Your instructions
Copy out each line below in which the string "Encantado" appears.

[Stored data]
/---
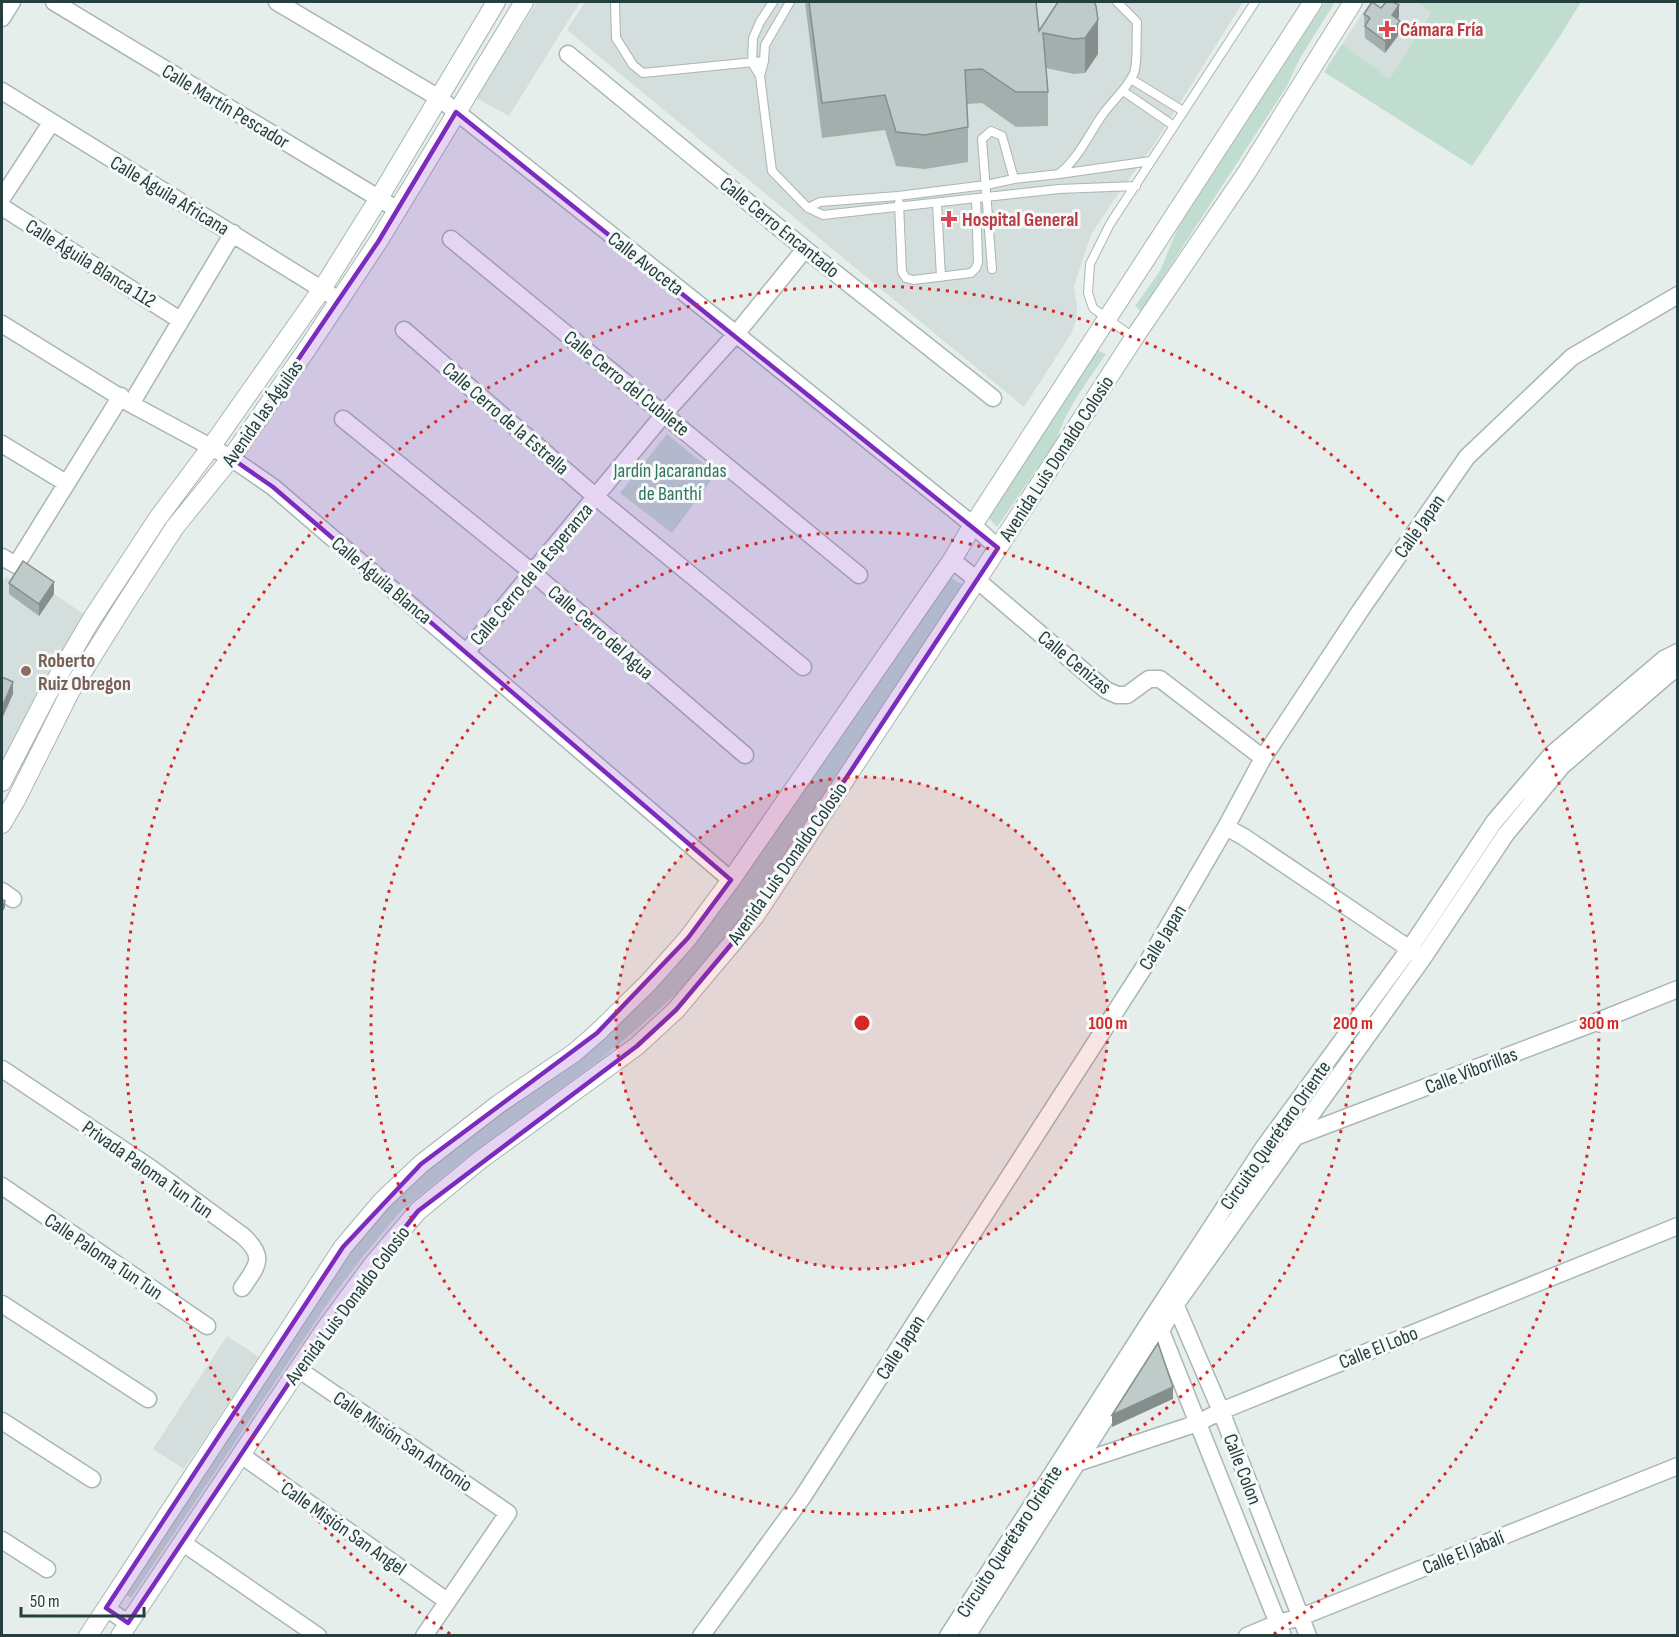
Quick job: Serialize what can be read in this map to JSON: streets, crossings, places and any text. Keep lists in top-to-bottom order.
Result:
{
  "streets": {
    "street": [
      "Calle Martín Pescador",
      "Calle Águila Africana",
      "Calle Cerro Encantado",
      "Calle Águila Blanca 112",
      "Calle Avoceta",
      "Calle Cerro del Cubilete",
      "Avenida las Águilas",
      "Calle Cerro de la Estrella",
      "Avenida Luis Donaldo Colosio",
      "Calle Japan",
      "Calle Cerro de la Esperanza",
      "Calle Águila Blanca",
      "Calle Cerro del Agua",
      "Calle Cenizas",
      "Calle Viborillas",
      "Circuito Querétaro Oriente",
      "Privada Paloma Tun Tun",
      "Calle Paloma Tun Tun",
      "Calle El Lobo",
      "Calle Misión San Antonio",
      "Calle Colon",
      "Calle Misión San Angel",
      "Calle El Jabalí"
    ]
  },
  "crossings": [
    ["Calle Martín Pescador", "Avenida las Águilas"],
    ["Calle Águila Africana", "Avenida las Águilas"],
    ["Calle Cerro Encantado", "Calle Cerro de la Esperanza"],
    ["Calle Avoceta", "Avenida las Águilas"],
    ["Calle Avoceta", "Avenida Luis Donaldo Colosio"],
    ["Calle Avoceta", "Calle Cerro de la Esperanza"],
    ["Calle Cerro del Cubilete", "Calle Cerro de la Esperanza"],
    ["Avenida las Águilas", "Calle Águila Blanca"],
    ["Calle Cerro de la Estrella", "Calle Cerro de la Esperanza"],
    ["Avenida Luis Donaldo Colosio", "Calle Águila Blanca"],
    ["Avenida Luis Donaldo Colosio", "Calle Cenizas"],
    ["Avenida Luis Donaldo Colosio", "Calle Misión San Antonio"],
    ["Avenida Luis Donaldo Colosio", "Calle Misión San Angel"],
    ["Calle Japan", "Calle Cenizas"],
    ["Calle Cerro de la Esperanza", "Calle Águila Blanca"],
    ["Calle Cerro de la Esperanza", "Calle Cerro del Agua"],
    ["Calle Viborillas", "Circuito Querétaro Oriente"],
    ["Circuito Querétaro Oriente", "Calle El Lobo"],
    ["Circuito Querétaro Oriente", "Calle Colon"],
    ["Calle El Lobo", "Calle Colon"],
    ["Calle Misión San Antonio", "Calle Misión San Angel"],
    ["Calle Colon", "Calle El Jabalí"]
  ],
  "parks": ["Jardín Jacarandas de Banthí"],
  "places": {
    "health": ["Cámara Fría", "Hospital General"],
    "other": ["Roberto Ruiz Obregon"]
  },
  "scale_bar": "50 m",
  "rings": ["100 m", "200 m", "300 m"]
}
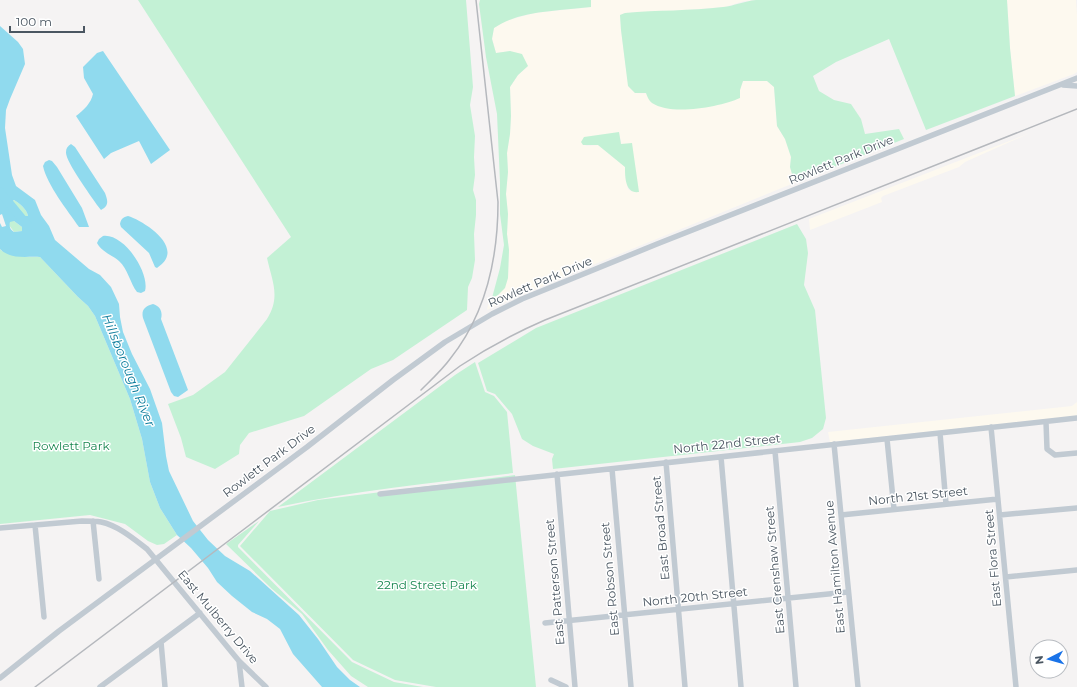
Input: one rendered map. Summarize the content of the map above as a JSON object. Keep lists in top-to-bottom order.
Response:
{
  "streets": {
    "street": [
      "Rowlett Park Drive",
      "North 22nd Street",
      "North 21st Street",
      "East Broad Street",
      "East Flora Street",
      "East Hamilton Avenue",
      "East Crenshaw Street",
      "East Robson Street",
      "East Patterson Street",
      "North 20th Street",
      "East Mulberry Drive"
    ]
  },
  "crossings": [
    ["Rowlett Park Drive", "East Mulberry Drive"],
    ["North 22nd Street", "East Broad Street"],
    ["North 22nd Street", "East Flora Street"],
    ["North 22nd Street", "East Hamilton Avenue"],
    ["North 22nd Street", "East Crenshaw Street"],
    ["North 22nd Street", "East Robson Street"],
    ["North 22nd Street", "East Patterson Street"],
    ["North 21st Street", "East Flora Street"],
    ["North 21st Street", "East Hamilton Avenue"],
    ["East Broad Street", "North 20th Street"],
    ["East Hamilton Avenue", "North 20th Street"],
    ["East Crenshaw Street", "North 20th Street"],
    ["East Robson Street", "North 20th Street"],
    ["East Patterson Street", "North 20th Street"]
  ],
  "water": ["Hillsborough River"],
  "parks": ["Rowlett Park", "22nd Street Park"],
  "scale_bar": "100 m",
  "north": "left"
}
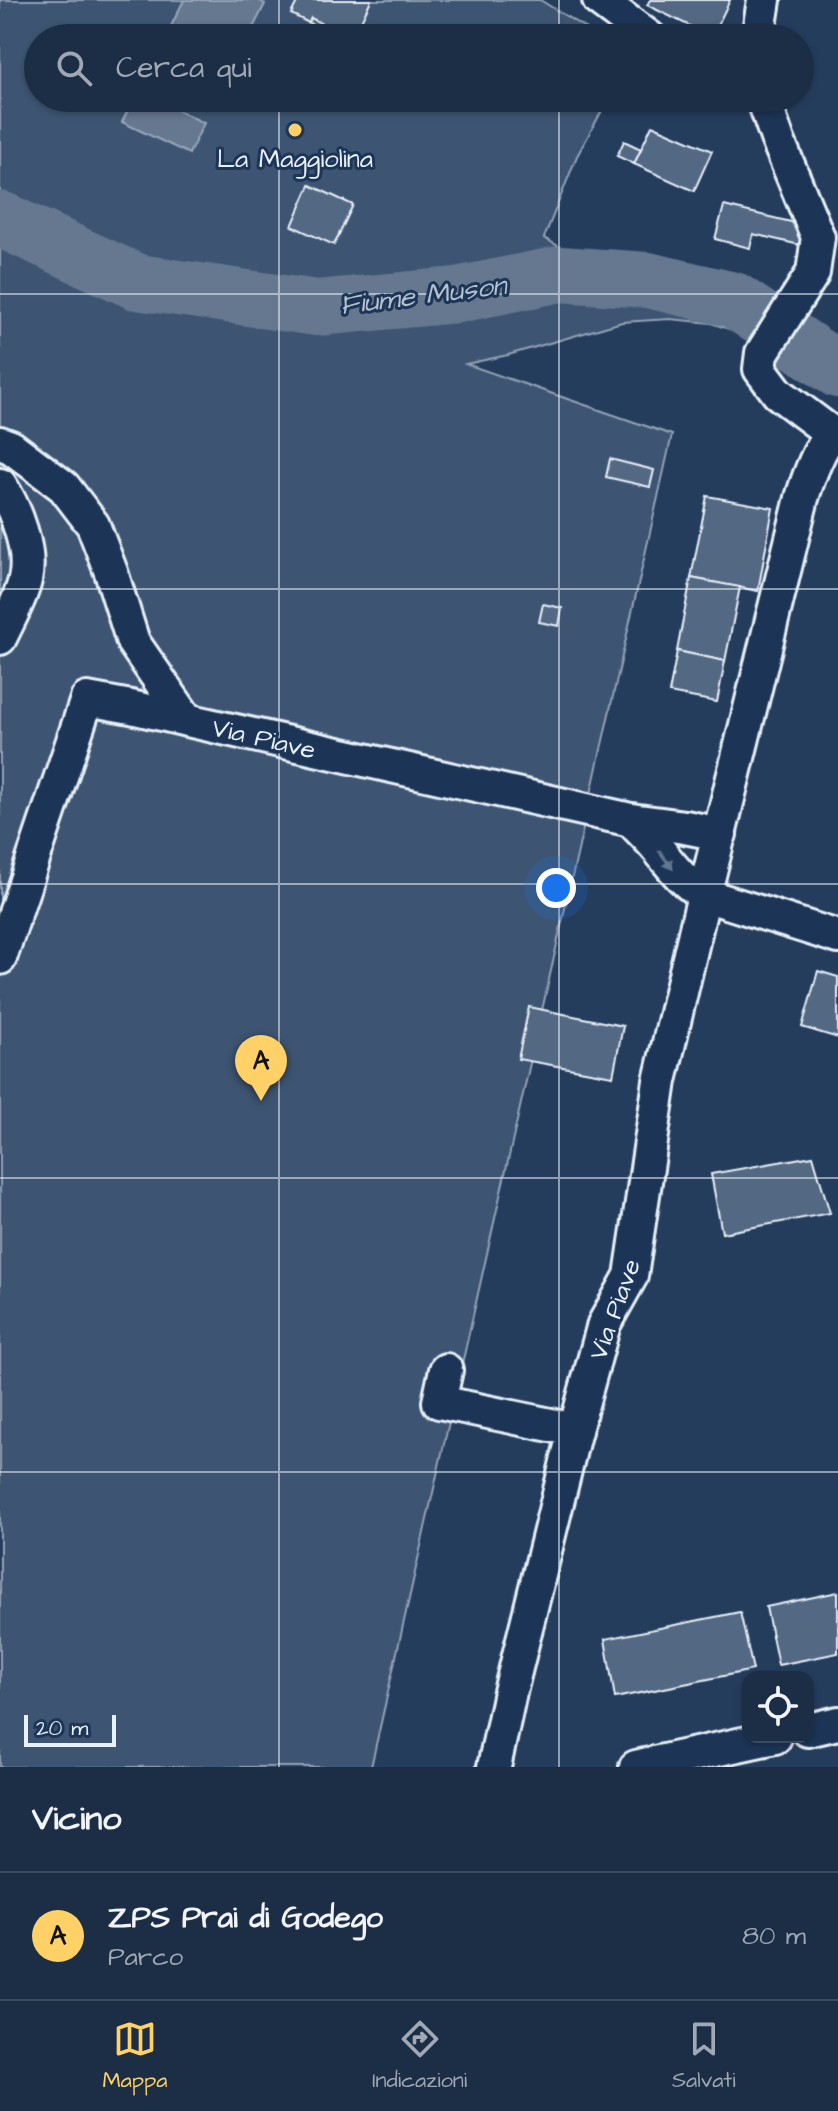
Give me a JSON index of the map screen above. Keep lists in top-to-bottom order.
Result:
{
  "streets": {
    "street": ["Via Piave"]
  },
  "water": ["Fiume Muson"],
  "places": ["La Maggiolina"],
  "scale_bar": "20 m",
  "page": {
    "search": "Cerca qui",
    "pins": "A",
    "scale": "20 m",
    "heading": "Vicino",
    "list": [
      {
        "mark": "A",
        "name": "ZPS Prai di Godego",
        "note": "Parco",
        "value": "80 m"
      }
    ],
    "nav": ["Mappa", "Indicazioni", "Salvati"]
  }
}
\---
Task answer
      "Calle Cerro Encantado",
    ["Calle Cerro Encantado", "Calle Cerro de la Esperanza"],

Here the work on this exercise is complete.